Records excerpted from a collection
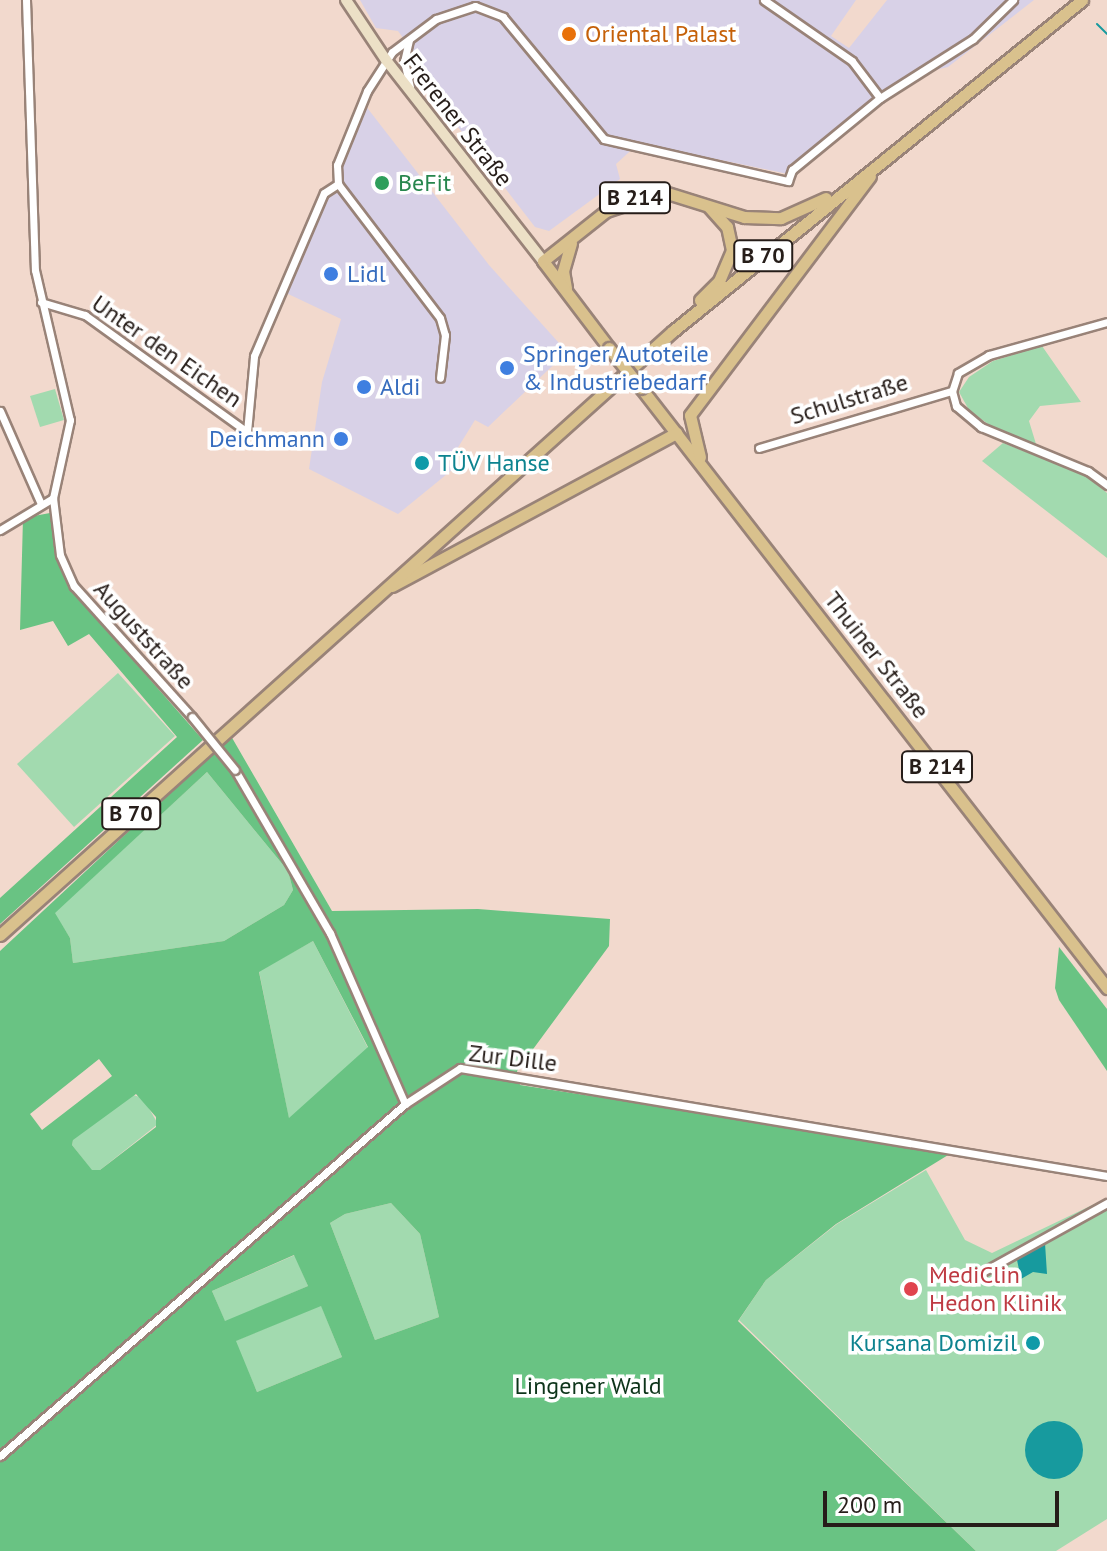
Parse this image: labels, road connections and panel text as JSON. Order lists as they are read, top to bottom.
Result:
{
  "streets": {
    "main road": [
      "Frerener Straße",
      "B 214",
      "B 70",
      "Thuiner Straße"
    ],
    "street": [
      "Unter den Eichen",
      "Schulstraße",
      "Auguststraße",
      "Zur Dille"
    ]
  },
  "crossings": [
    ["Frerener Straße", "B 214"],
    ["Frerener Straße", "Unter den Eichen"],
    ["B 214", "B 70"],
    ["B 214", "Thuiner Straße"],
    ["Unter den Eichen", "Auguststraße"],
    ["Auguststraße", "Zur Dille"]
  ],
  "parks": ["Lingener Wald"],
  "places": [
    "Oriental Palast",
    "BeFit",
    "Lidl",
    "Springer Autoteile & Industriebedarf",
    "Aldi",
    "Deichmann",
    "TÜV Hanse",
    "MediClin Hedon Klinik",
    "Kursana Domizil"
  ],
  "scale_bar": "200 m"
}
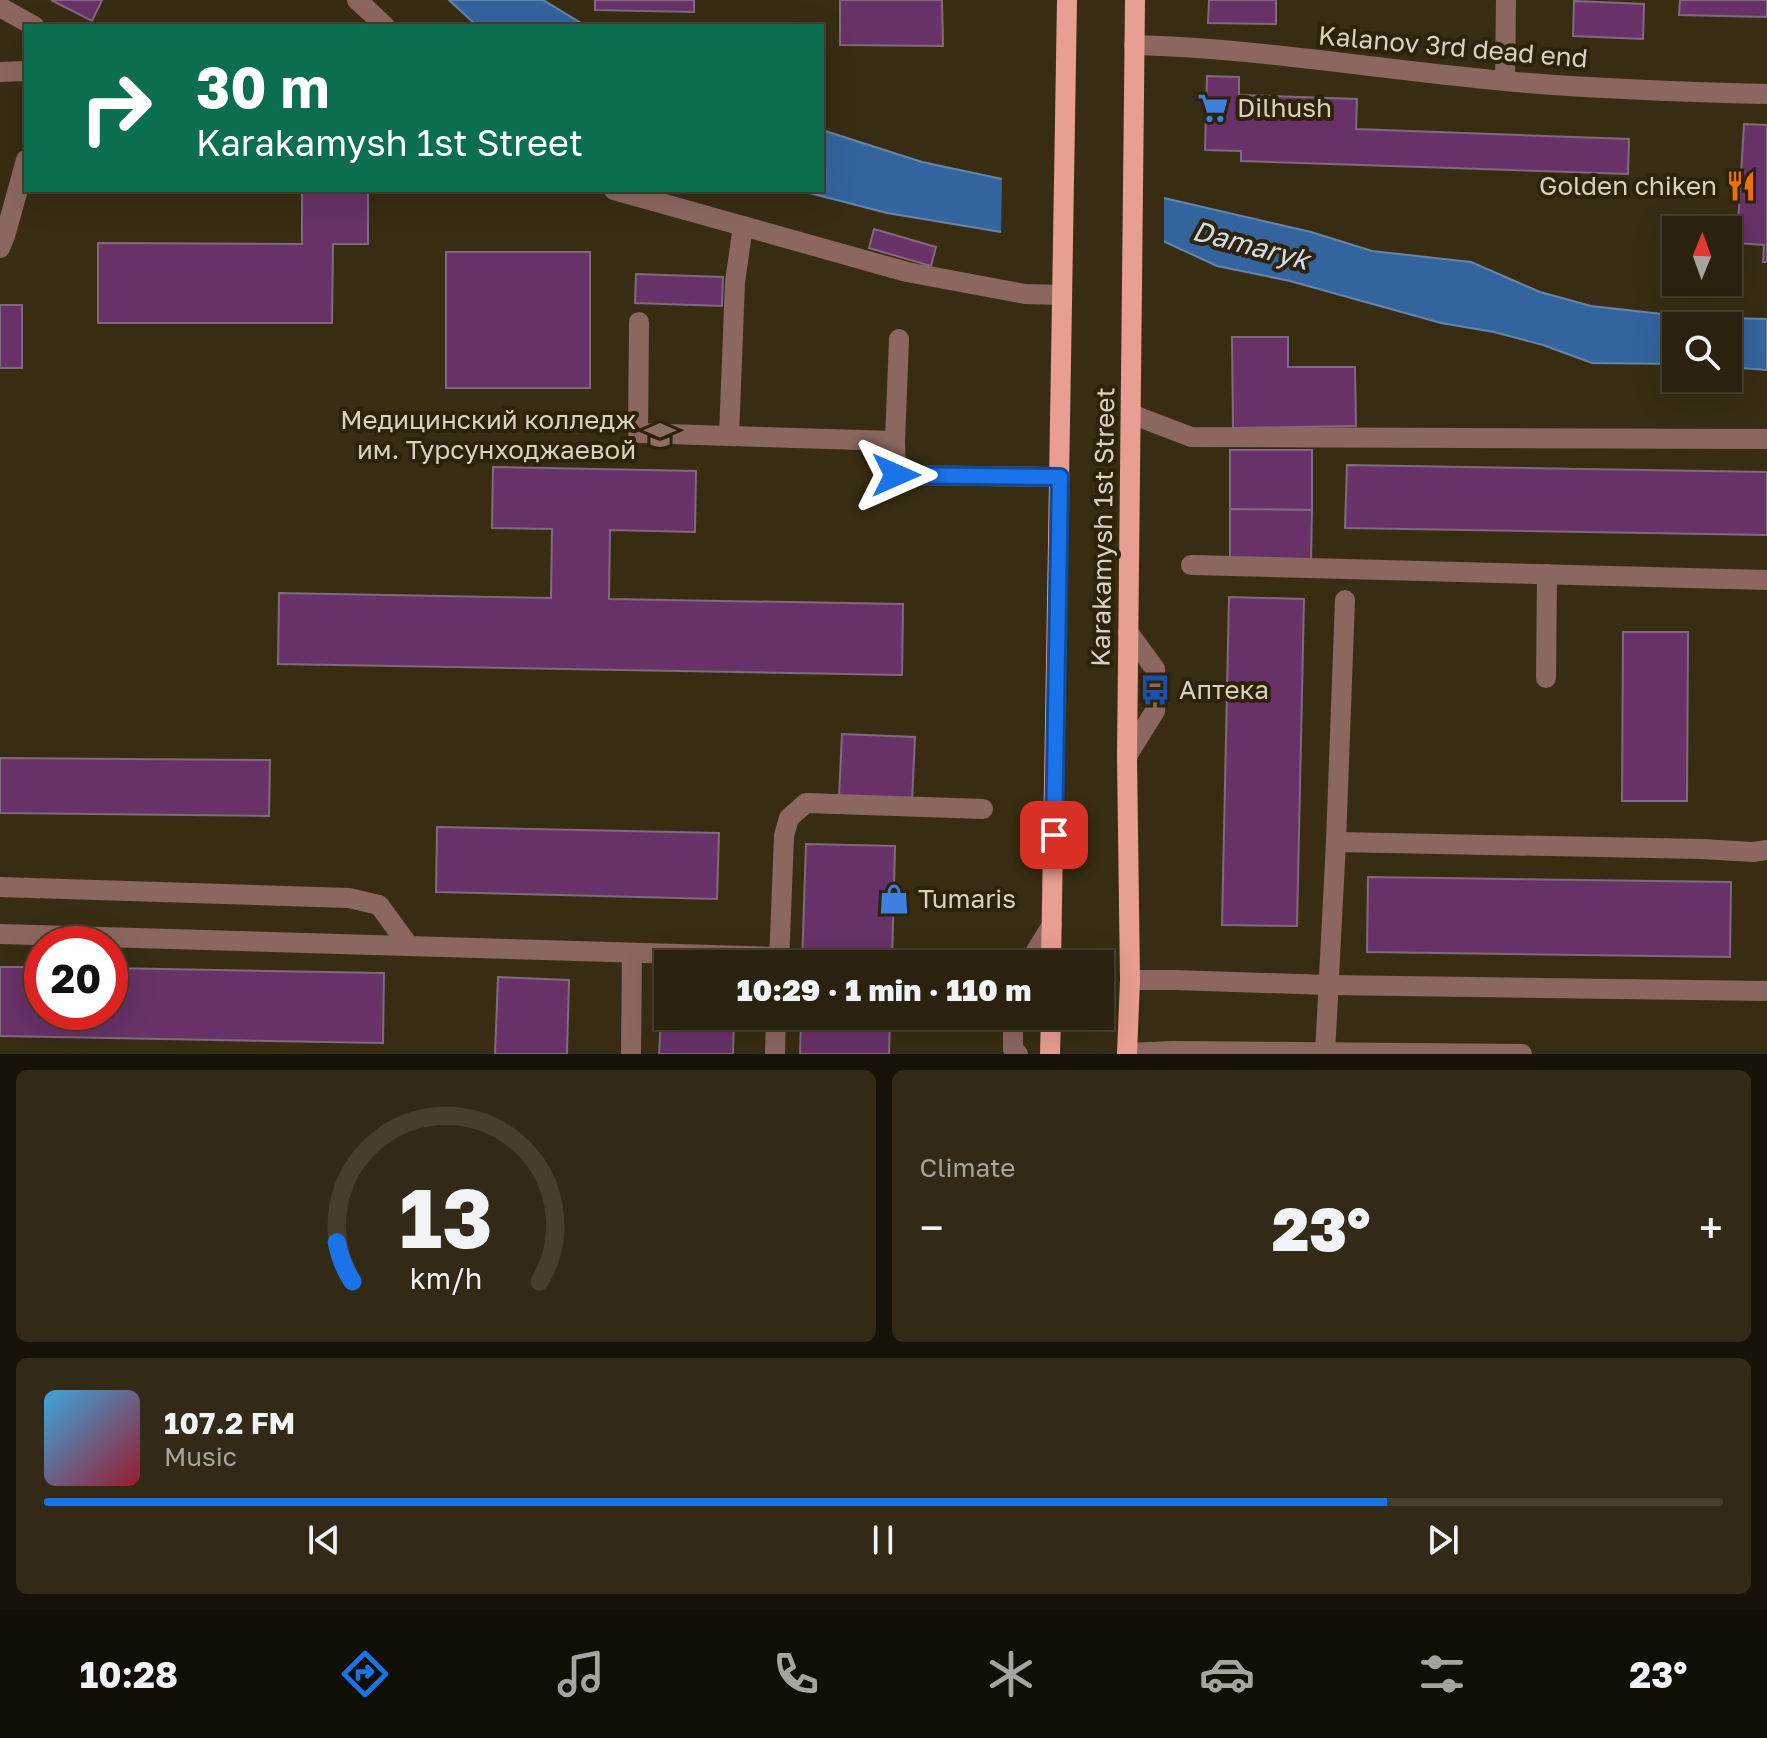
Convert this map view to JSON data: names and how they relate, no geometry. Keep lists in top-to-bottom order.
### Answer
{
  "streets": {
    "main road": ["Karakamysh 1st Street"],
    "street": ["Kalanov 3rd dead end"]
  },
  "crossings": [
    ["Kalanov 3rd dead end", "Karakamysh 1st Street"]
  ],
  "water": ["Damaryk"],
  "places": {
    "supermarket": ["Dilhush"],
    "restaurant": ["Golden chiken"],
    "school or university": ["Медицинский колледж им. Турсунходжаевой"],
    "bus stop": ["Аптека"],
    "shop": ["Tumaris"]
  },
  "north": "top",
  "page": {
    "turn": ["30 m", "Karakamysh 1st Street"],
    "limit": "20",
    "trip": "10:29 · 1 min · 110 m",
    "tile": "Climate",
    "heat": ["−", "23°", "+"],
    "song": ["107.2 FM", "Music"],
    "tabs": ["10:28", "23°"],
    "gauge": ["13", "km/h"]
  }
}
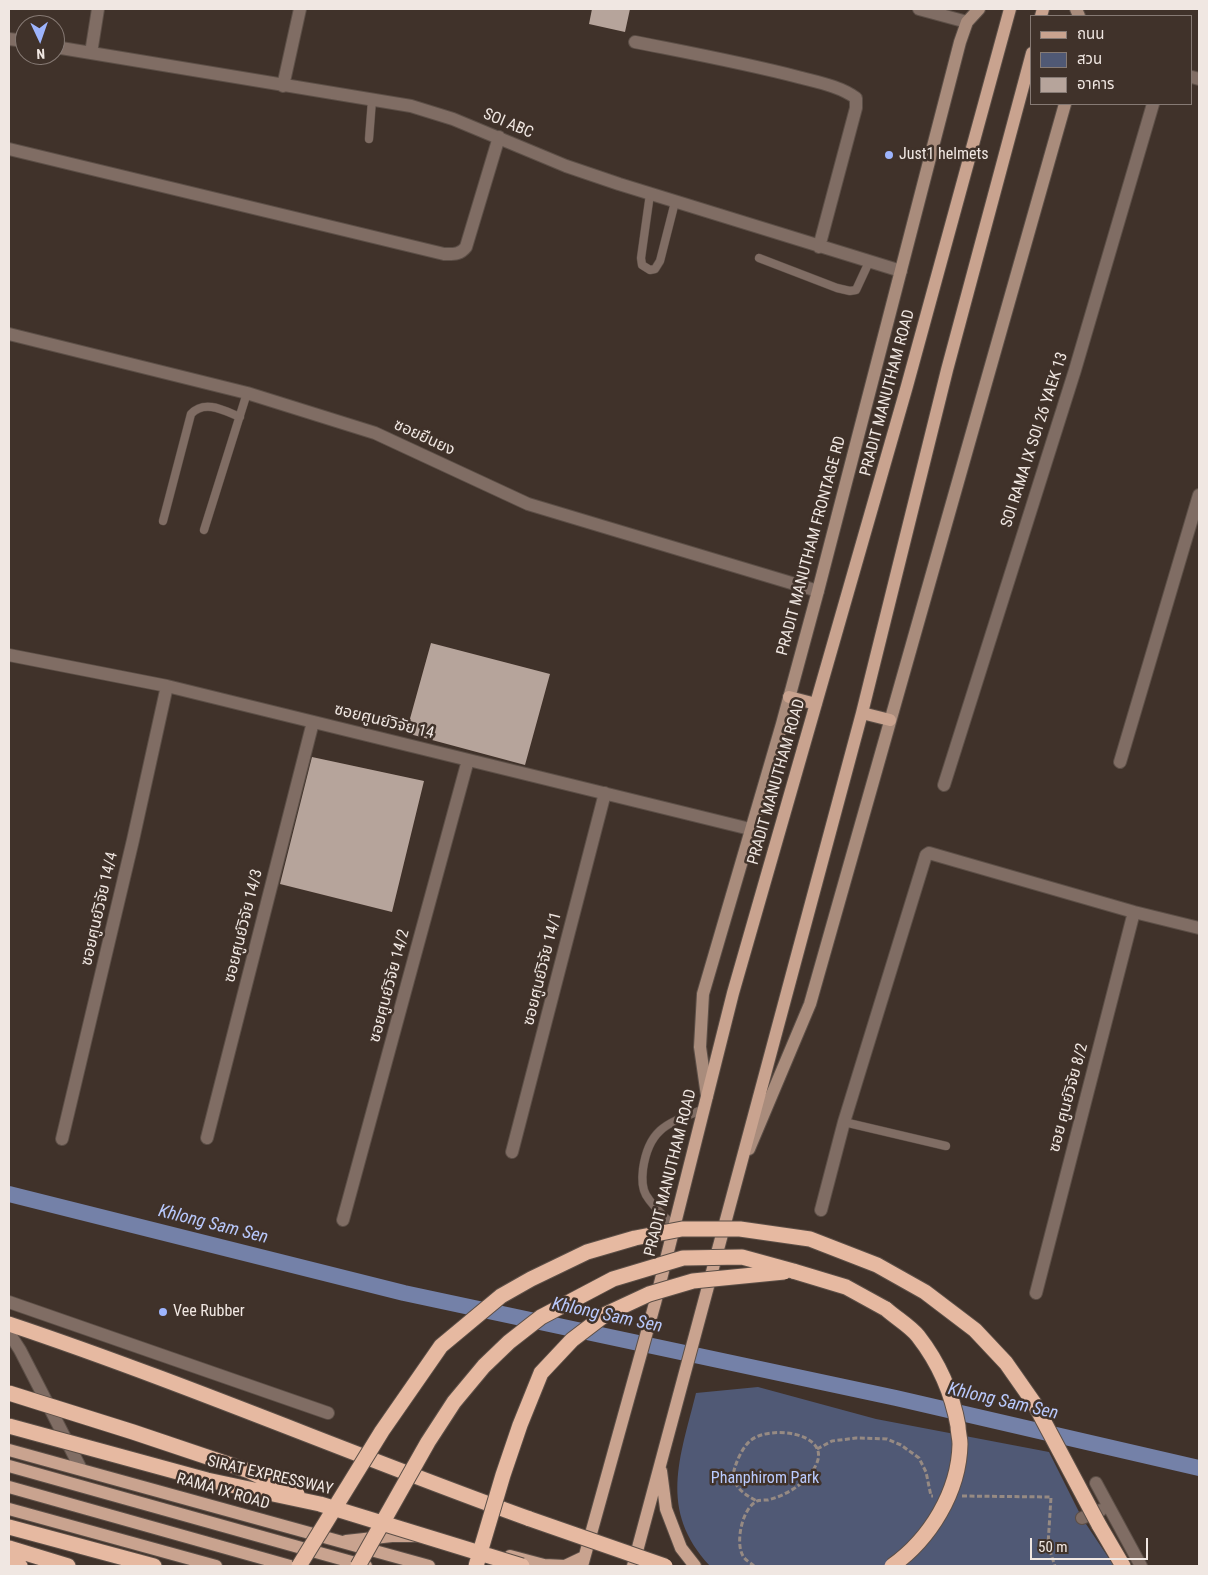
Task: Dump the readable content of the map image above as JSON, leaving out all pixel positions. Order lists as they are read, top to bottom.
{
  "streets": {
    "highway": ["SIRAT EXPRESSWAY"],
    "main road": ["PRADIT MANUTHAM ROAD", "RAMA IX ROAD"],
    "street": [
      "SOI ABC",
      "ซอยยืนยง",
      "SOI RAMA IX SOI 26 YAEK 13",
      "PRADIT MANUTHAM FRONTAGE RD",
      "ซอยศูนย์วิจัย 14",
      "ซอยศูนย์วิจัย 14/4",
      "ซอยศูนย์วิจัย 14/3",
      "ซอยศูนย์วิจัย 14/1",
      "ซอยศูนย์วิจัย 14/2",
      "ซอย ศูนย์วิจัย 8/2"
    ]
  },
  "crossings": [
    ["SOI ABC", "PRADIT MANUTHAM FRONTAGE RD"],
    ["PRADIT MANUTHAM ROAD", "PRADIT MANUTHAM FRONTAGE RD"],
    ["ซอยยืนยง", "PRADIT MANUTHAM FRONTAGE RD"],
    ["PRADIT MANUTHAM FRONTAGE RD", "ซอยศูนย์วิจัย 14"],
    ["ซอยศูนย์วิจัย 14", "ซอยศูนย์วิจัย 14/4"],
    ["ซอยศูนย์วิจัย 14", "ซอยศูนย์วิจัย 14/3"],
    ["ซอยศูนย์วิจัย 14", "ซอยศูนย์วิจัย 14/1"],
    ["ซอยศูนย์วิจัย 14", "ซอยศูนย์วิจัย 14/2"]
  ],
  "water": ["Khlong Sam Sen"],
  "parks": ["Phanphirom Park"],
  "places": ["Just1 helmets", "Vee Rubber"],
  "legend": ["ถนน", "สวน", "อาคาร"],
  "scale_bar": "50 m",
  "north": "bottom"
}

Problem details ▸ Please transcribe every entry exactly as written, leaving the pictures out.

Response area ▸
Parse this image: labels, road connections and panel text as JSON. Order lists as they are read, top to bottom.
Result:
{
  "streets": {
    "main road": [
      "Frerener Straße",
      "B 214",
      "B 70",
      "Thuiner Straße"
    ],
    "street": [
      "Unter den Eichen",
      "Schulstraße",
      "Auguststraße",
      "Zur Dille"
    ]
  },
  "crossings": [
    ["Frerener Straße", "B 214"],
    ["Frerener Straße", "Unter den Eichen"],
    ["B 214", "B 70"],
    ["B 214", "Thuiner Straße"],
    ["Unter den Eichen", "Auguststraße"],
    ["Auguststraße", "Zur Dille"]
  ],
  "parks": ["Lingener Wald"],
  "places": [
    "Oriental Palast",
    "BeFit",
    "Lidl",
    "Springer Autoteile & Industriebedarf",
    "Aldi",
    "Deichmann",
    "TÜV Hanse",
    "MediClin Hedon Klinik",
    "Kursana Domizil"
  ],
  "scale_bar": "200 m"
}
Convert this map view to JSON data: names and how they relate, no geometry. Keep lists in top-to-bottom order.
### Answer
{
  "streets": {
    "main road": ["Karakamysh 1st Street"],
    "street": ["Kalanov 3rd dead end"]
  },
  "crossings": [
    ["Kalanov 3rd dead end", "Karakamysh 1st Street"]
  ],
  "water": ["Damaryk"],
  "places": {
    "supermarket": ["Dilhush"],
    "restaurant": ["Golden chiken"],
    "school or university": ["Медицинский колледж им. Турсунходжаевой"],
    "bus stop": ["Аптека"],
    "shop": ["Tumaris"]
  },
  "north": "top",
  "page": {
    "turn": ["30 m", "Karakamysh 1st Street"],
    "limit": "20",
    "trip": "10:29 · 1 min · 110 m",
    "tile": "Climate",
    "heat": ["−", "23°", "+"],
    "song": ["107.2 FM", "Music"],
    "tabs": ["10:28", "23°"],
    "gauge": ["13", "km/h"]
  }
}
Task: Dump the readable content of the map image above as JSON, leaving out all pixel positions. Order lists as they are read, top to bottom.
{
  "streets": {
    "highway": ["SIRAT EXPRESSWAY"],
    "main road": ["PRADIT MANUTHAM ROAD", "RAMA IX ROAD"],
    "street": [
      "SOI ABC",
      "ซอยยืนยง",
      "SOI RAMA IX SOI 26 YAEK 13",
      "PRADIT MANUTHAM FRONTAGE RD",
      "ซอยศูนย์วิจัย 14",
      "ซอยศูนย์วิจัย 14/4",
      "ซอยศูนย์วิจัย 14/3",
      "ซอยศูนย์วิจัย 14/1",
      "ซอยศูนย์วิจัย 14/2",
      "ซอย ศูนย์วิจัย 8/2"
    ]
  },
  "crossings": [
    ["SOI ABC", "PRADIT MANUTHAM FRONTAGE RD"],
    ["PRADIT MANUTHAM ROAD", "PRADIT MANUTHAM FRONTAGE RD"],
    ["ซอยยืนยง", "PRADIT MANUTHAM FRONTAGE RD"],
    ["PRADIT MANUTHAM FRONTAGE RD", "ซอยศูนย์วิจัย 14"],
    ["ซอยศูนย์วิจัย 14", "ซอยศูนย์วิจัย 14/4"],
    ["ซอยศูนย์วิจัย 14", "ซอยศูนย์วิจัย 14/3"],
    ["ซอยศูนย์วิจัย 14", "ซอยศูนย์วิจัย 14/1"],
    ["ซอยศูนย์วิจัย 14", "ซอยศูนย์วิจัย 14/2"]
  ],
  "water": ["Khlong Sam Sen"],
  "parks": ["Phanphirom Park"],
  "places": ["Just1 helmets", "Vee Rubber"],
  "legend": ["ถนน", "สวน", "อาคาร"],
  "scale_bar": "50 m",
  "north": "bottom"
}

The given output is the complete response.